MATERIAL FOR THIS EXERCISE:
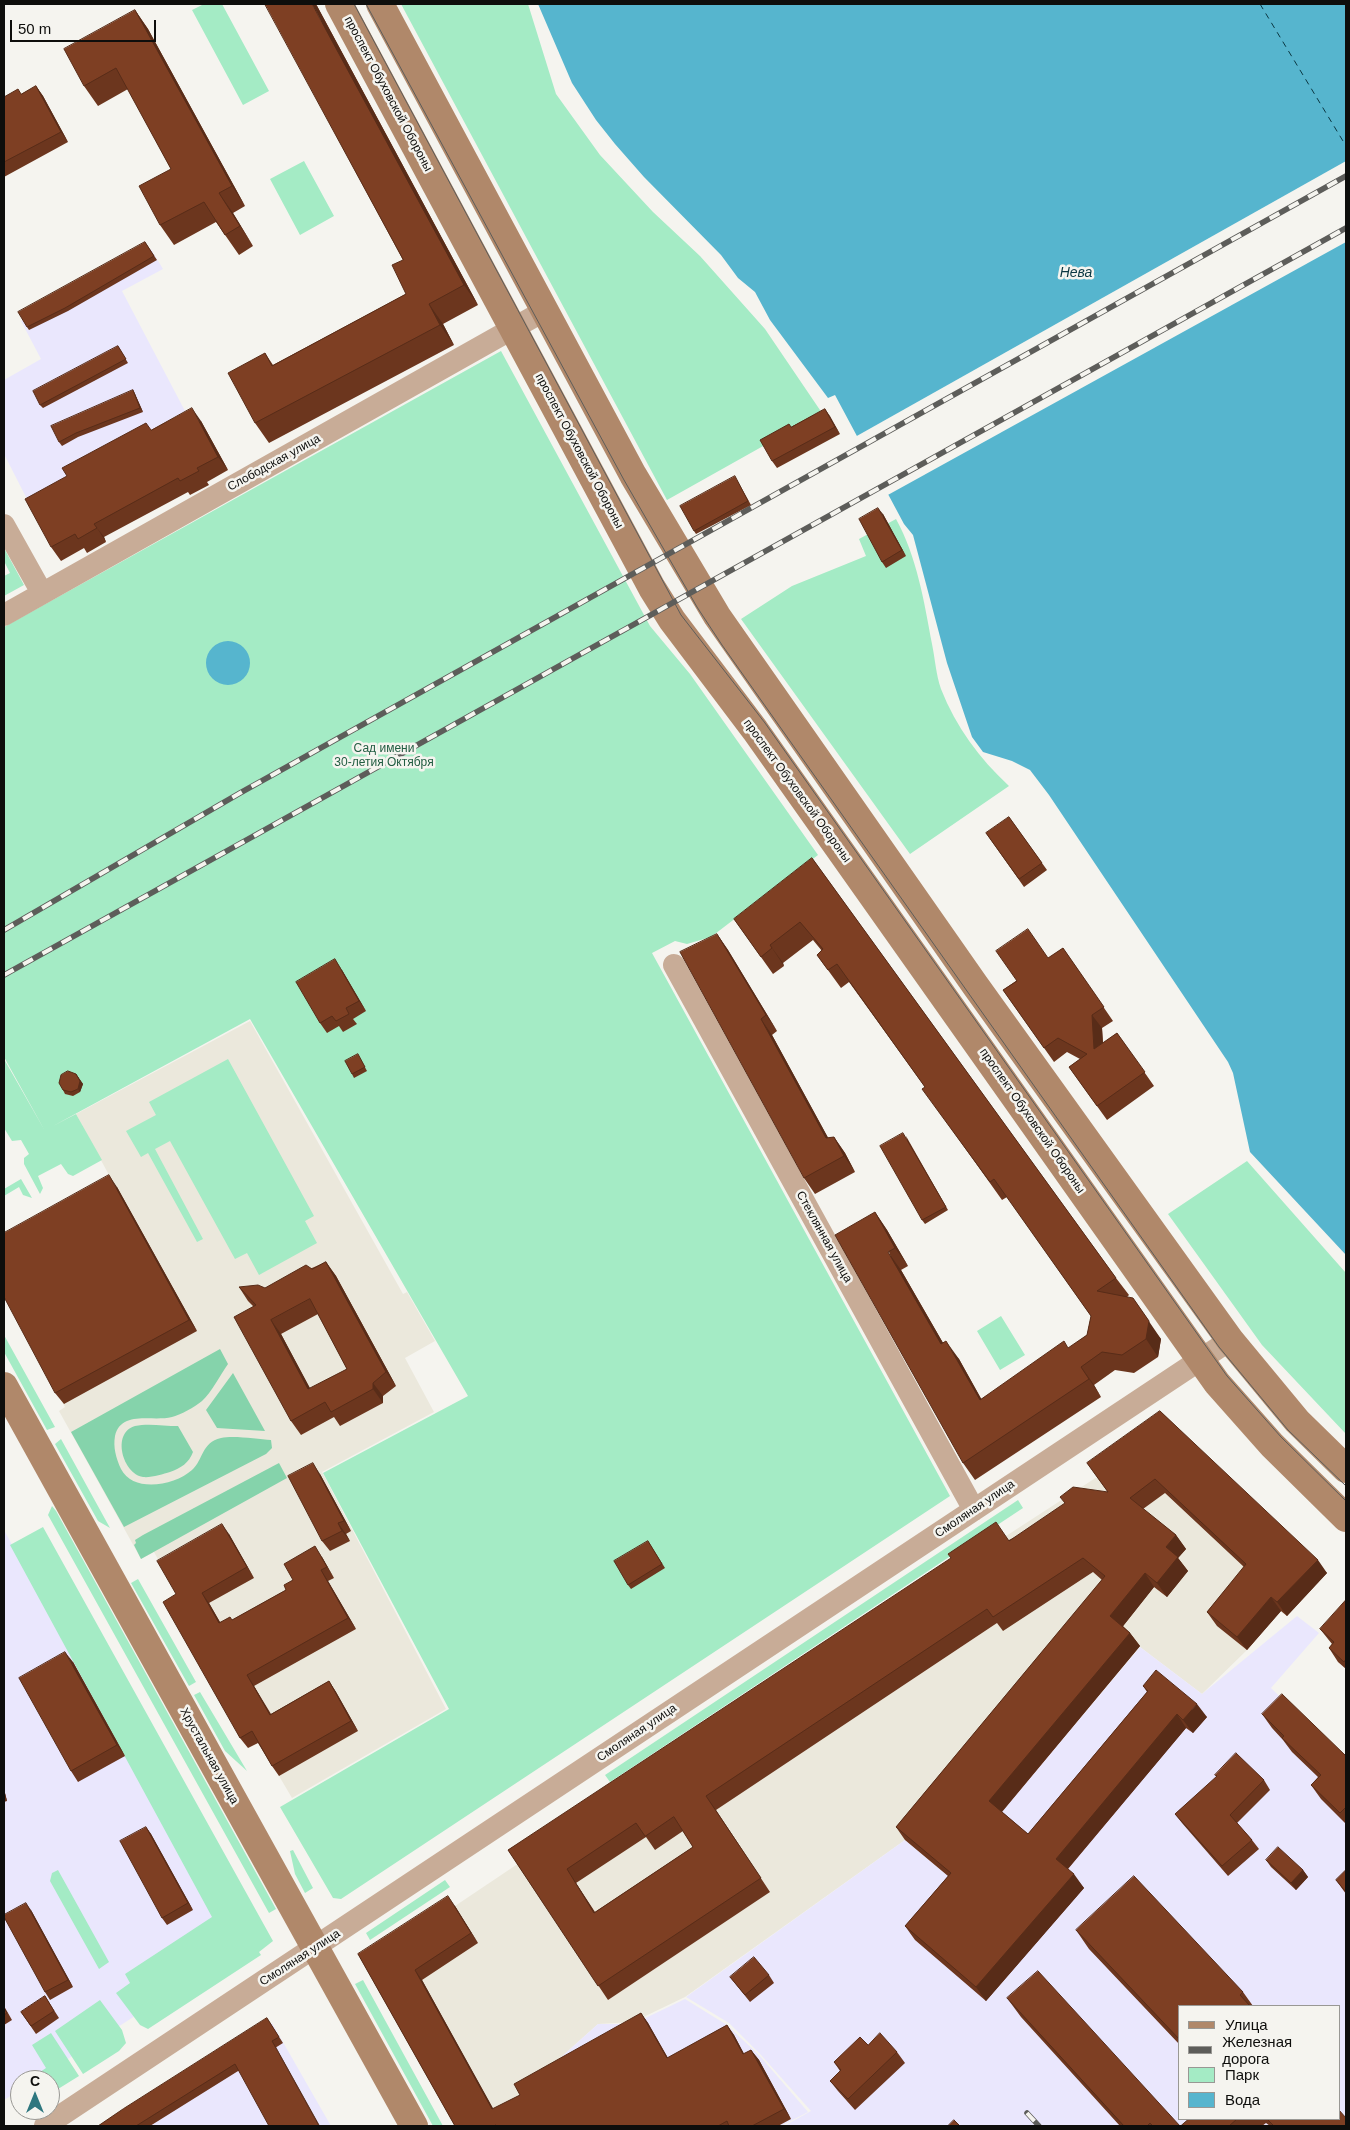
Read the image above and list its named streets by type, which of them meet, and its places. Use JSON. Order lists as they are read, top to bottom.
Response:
{
  "streets": {
    "main road": ["проспект Обуховской Обороны", "Хрустальная улица"],
    "street": ["Слободская улица", "Стеклянная улица", "Смоляная улица"]
  },
  "crossings": [
    ["проспект Обуховской Обороны", "Слободская улица"],
    ["проспект Обуховской Обороны", "Смоляная улица"],
    ["Стеклянная улица", "Смоляная улица"],
    ["Смоляная улица", "Хрустальная улица"]
  ],
  "water": ["Нева"],
  "parks": ["Сад имени 30-летия Октября"],
  "legend": [
    "Улица",
    "Железная дорога",
    "Парк",
    "Вода"
  ],
  "scale_bar": "50 m",
  "north": "top"
}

ABOUT THIS EXERCISE:
A word-for-word copy of the entries above is what is needed, without any images.

RESPONSE BOX:
Read the image above and list its named streets by type, which of them meet, and its places. Use JSON. Order lists as they are read, top to bottom.
Response:
{
  "streets": {
    "main road": ["проспект Обуховской Обороны", "Хрустальная улица"],
    "street": ["Слободская улица", "Стеклянная улица", "Смоляная улица"]
  },
  "crossings": [
    ["проспект Обуховской Обороны", "Слободская улица"],
    ["проспект Обуховской Обороны", "Смоляная улица"],
    ["Стеклянная улица", "Смоляная улица"],
    ["Смоляная улица", "Хрустальная улица"]
  ],
  "water": ["Нева"],
  "parks": ["Сад имени 30-летия Октября"],
  "legend": [
    "Улица",
    "Железная дорога",
    "Парк",
    "Вода"
  ],
  "scale_bar": "50 m",
  "north": "top"
}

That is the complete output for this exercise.